### [What the task requires]
Search through the entries for the word "hidden" and copy every line that has it.

### [Listed entries]
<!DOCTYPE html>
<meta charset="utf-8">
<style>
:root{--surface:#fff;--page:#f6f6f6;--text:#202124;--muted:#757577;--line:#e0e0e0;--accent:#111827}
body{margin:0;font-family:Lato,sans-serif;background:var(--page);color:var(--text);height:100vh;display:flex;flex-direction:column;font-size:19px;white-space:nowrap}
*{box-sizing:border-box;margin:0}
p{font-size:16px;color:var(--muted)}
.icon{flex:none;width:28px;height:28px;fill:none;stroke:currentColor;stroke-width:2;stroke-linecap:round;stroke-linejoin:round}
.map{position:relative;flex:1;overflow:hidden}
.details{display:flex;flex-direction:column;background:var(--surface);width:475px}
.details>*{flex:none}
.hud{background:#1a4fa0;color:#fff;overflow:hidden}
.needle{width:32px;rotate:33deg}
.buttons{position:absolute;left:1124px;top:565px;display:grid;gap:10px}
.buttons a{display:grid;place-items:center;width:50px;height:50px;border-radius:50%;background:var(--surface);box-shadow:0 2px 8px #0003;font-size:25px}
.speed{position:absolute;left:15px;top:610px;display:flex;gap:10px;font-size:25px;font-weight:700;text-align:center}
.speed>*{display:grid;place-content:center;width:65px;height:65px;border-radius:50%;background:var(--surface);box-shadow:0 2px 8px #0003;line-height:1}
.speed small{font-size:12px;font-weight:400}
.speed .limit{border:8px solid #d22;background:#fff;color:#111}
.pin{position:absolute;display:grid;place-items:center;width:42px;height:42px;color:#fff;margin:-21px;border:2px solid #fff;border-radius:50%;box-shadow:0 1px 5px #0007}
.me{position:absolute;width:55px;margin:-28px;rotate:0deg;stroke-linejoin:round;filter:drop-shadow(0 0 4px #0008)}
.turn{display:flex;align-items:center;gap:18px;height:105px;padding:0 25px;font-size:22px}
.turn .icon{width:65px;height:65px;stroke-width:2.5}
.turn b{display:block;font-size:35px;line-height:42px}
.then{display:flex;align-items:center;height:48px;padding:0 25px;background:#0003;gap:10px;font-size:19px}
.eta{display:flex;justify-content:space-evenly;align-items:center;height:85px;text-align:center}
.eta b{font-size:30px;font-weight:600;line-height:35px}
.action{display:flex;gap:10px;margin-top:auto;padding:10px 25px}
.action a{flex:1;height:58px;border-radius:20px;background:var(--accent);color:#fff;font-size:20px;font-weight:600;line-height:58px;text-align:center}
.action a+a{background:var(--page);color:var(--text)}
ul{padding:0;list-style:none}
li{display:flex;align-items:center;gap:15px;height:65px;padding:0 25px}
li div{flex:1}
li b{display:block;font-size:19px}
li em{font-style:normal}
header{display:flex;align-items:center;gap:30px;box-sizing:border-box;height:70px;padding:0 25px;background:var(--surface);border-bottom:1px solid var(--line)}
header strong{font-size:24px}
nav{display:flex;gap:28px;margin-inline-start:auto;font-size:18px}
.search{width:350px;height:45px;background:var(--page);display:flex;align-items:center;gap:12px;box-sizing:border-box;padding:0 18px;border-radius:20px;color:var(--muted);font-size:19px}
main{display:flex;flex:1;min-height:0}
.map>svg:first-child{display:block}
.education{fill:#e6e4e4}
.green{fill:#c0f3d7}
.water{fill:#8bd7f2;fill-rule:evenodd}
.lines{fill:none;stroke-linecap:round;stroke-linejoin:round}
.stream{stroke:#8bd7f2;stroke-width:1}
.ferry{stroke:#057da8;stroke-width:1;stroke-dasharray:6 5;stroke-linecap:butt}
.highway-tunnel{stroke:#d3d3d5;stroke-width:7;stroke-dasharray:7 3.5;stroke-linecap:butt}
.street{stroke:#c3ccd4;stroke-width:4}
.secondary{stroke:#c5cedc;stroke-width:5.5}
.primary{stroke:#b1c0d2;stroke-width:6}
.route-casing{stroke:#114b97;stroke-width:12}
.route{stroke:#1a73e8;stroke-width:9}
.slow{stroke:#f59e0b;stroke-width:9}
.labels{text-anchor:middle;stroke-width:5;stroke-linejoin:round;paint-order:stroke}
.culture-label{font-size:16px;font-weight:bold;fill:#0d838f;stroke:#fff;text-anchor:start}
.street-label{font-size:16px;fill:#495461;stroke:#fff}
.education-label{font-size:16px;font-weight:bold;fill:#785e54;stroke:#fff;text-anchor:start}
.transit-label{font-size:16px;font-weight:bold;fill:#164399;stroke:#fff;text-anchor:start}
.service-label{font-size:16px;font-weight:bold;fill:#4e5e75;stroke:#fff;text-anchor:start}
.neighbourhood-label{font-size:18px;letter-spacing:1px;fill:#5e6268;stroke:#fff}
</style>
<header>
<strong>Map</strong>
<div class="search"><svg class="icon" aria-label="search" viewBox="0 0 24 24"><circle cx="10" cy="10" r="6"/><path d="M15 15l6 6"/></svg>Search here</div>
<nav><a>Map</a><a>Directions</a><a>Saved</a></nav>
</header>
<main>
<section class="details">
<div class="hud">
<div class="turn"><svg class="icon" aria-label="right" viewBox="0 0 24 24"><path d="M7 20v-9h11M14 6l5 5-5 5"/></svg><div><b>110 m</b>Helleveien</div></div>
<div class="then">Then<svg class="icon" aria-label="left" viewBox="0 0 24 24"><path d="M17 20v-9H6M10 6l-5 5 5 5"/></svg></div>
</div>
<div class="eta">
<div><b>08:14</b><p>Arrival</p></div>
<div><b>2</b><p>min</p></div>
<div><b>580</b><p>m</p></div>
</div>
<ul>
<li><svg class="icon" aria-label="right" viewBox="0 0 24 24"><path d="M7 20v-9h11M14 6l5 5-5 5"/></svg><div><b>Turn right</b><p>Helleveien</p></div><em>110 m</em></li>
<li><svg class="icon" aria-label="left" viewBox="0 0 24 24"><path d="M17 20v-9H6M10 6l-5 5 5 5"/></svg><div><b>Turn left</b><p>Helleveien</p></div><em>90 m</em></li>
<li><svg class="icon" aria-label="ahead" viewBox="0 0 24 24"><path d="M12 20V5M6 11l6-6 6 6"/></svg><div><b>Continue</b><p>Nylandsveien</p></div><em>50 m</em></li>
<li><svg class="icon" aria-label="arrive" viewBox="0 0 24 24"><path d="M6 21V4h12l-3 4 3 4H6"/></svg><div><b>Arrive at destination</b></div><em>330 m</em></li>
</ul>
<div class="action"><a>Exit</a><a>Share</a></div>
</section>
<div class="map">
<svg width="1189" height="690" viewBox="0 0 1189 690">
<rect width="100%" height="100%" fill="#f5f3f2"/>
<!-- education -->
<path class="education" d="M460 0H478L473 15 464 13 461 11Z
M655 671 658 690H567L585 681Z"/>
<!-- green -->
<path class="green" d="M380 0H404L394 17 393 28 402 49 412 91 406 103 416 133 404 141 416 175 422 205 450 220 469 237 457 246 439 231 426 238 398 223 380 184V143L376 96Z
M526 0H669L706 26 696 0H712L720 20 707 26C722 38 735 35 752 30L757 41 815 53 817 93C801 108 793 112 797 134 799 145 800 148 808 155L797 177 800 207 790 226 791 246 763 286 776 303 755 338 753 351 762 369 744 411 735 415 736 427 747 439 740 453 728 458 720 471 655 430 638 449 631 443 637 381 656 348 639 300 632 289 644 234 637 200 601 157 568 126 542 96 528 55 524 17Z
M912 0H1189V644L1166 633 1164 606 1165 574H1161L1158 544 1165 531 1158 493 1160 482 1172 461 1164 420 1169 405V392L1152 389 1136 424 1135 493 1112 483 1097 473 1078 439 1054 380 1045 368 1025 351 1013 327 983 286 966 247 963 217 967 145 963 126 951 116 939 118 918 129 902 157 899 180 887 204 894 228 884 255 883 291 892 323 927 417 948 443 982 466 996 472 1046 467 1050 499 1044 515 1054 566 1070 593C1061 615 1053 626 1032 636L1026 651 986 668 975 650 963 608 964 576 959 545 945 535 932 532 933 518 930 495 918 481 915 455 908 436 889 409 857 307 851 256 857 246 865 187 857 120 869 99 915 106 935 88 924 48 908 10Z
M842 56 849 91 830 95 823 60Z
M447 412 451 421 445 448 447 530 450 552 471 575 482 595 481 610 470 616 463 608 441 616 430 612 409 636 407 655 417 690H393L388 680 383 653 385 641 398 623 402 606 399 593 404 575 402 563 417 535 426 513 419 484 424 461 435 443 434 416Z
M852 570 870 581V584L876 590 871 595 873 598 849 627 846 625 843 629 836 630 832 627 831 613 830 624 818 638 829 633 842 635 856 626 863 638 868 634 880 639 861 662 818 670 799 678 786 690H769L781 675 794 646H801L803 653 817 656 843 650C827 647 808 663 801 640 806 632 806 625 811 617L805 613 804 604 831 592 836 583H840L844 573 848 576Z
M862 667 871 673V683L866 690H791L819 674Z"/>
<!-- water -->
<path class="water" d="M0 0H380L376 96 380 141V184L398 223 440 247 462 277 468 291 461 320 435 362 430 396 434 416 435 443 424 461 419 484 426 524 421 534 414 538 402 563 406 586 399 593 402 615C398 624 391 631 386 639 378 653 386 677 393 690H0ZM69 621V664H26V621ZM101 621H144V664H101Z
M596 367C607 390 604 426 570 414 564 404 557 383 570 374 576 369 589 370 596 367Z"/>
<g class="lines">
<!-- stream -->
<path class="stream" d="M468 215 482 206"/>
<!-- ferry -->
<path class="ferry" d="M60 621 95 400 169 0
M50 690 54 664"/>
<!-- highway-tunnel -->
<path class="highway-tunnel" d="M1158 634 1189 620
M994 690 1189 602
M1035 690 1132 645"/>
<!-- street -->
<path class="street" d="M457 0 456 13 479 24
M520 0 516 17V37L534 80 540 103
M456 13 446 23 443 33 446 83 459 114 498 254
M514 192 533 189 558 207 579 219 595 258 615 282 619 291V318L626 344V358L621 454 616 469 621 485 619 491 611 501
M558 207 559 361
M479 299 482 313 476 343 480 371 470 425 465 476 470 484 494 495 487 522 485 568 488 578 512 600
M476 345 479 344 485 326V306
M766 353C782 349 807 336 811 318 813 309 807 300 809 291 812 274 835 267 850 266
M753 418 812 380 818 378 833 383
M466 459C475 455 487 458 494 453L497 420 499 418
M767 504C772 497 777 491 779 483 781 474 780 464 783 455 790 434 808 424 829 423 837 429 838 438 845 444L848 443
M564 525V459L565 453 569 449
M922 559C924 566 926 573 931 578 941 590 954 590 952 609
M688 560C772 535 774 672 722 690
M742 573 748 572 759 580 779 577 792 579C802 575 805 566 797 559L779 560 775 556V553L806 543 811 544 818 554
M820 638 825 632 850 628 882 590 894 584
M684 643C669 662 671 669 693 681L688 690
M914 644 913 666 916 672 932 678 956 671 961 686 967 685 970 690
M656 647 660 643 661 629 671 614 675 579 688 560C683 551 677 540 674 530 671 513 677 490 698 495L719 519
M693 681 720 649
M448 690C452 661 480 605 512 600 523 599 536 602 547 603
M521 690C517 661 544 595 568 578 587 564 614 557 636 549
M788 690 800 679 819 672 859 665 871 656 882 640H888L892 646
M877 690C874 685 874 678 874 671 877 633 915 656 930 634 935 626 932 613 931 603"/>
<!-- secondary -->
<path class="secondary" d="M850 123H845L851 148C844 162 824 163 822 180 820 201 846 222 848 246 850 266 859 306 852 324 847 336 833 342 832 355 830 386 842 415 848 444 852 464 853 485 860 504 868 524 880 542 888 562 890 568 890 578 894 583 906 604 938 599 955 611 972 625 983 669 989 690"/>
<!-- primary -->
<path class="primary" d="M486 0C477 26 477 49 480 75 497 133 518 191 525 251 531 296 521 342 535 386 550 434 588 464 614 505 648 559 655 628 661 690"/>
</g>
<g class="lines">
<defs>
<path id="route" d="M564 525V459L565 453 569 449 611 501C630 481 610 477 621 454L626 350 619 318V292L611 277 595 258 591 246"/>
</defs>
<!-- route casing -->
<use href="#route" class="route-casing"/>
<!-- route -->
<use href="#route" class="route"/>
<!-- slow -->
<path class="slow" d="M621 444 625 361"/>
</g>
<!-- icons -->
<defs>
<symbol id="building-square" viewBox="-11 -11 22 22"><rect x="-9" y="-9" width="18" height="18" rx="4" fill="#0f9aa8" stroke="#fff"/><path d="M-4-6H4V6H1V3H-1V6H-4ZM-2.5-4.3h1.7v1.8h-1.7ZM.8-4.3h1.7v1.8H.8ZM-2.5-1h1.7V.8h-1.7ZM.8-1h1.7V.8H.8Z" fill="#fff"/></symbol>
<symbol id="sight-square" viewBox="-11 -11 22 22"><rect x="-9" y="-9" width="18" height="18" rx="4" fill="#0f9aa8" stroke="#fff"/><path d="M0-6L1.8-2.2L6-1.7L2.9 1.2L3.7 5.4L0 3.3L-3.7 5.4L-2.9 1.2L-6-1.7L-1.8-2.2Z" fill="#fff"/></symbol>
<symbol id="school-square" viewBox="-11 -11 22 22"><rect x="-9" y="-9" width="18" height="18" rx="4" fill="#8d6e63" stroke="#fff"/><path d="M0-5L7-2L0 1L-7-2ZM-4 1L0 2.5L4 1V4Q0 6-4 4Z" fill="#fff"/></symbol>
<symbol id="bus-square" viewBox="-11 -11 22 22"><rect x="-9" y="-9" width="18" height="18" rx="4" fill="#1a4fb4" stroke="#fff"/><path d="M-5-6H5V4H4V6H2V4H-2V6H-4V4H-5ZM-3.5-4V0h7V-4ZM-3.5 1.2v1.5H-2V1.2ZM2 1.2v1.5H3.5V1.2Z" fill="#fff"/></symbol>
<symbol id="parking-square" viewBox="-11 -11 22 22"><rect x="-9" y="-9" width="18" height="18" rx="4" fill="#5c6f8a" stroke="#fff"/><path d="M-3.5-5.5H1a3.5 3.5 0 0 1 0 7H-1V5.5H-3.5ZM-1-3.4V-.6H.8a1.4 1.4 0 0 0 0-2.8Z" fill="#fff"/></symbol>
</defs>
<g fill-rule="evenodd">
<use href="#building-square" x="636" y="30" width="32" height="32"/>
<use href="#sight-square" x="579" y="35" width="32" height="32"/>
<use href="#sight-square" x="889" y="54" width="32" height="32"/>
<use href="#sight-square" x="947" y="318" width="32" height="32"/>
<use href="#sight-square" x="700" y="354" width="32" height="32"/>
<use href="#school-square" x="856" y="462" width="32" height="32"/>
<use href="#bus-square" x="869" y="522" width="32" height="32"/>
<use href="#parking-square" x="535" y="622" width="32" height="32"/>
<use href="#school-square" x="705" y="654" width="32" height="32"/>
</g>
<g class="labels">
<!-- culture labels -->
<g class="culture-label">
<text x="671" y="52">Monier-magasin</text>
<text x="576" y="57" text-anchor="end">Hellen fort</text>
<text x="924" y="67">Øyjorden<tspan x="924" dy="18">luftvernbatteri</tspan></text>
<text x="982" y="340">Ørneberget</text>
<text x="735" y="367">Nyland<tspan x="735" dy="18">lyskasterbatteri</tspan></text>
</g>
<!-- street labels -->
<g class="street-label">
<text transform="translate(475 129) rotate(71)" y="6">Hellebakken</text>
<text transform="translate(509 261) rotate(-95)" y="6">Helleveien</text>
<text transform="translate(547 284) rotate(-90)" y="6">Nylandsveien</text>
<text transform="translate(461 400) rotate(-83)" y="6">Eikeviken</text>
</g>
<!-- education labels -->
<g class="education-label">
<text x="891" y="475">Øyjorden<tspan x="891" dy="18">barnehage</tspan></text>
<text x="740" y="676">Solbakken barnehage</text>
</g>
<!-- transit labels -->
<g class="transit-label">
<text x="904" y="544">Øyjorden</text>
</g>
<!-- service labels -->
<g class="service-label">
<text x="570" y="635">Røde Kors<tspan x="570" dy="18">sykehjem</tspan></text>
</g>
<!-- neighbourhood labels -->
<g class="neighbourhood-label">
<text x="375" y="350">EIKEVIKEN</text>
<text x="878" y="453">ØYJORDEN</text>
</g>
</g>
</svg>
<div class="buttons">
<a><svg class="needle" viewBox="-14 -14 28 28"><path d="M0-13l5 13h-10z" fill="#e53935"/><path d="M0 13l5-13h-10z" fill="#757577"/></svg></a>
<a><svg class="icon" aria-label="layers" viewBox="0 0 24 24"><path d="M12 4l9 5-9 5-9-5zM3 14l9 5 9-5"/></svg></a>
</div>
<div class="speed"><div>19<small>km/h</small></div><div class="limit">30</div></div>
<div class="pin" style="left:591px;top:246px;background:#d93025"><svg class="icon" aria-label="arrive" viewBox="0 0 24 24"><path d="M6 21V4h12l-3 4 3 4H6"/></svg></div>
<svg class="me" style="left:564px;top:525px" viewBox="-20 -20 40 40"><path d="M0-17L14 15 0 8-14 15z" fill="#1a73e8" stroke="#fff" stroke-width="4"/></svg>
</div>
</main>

### [Solution to the exercise]
.map{position:relative;flex:1;overflow:hidden}
.hud{background:#1a4fa0;color:#fff;overflow:hidden}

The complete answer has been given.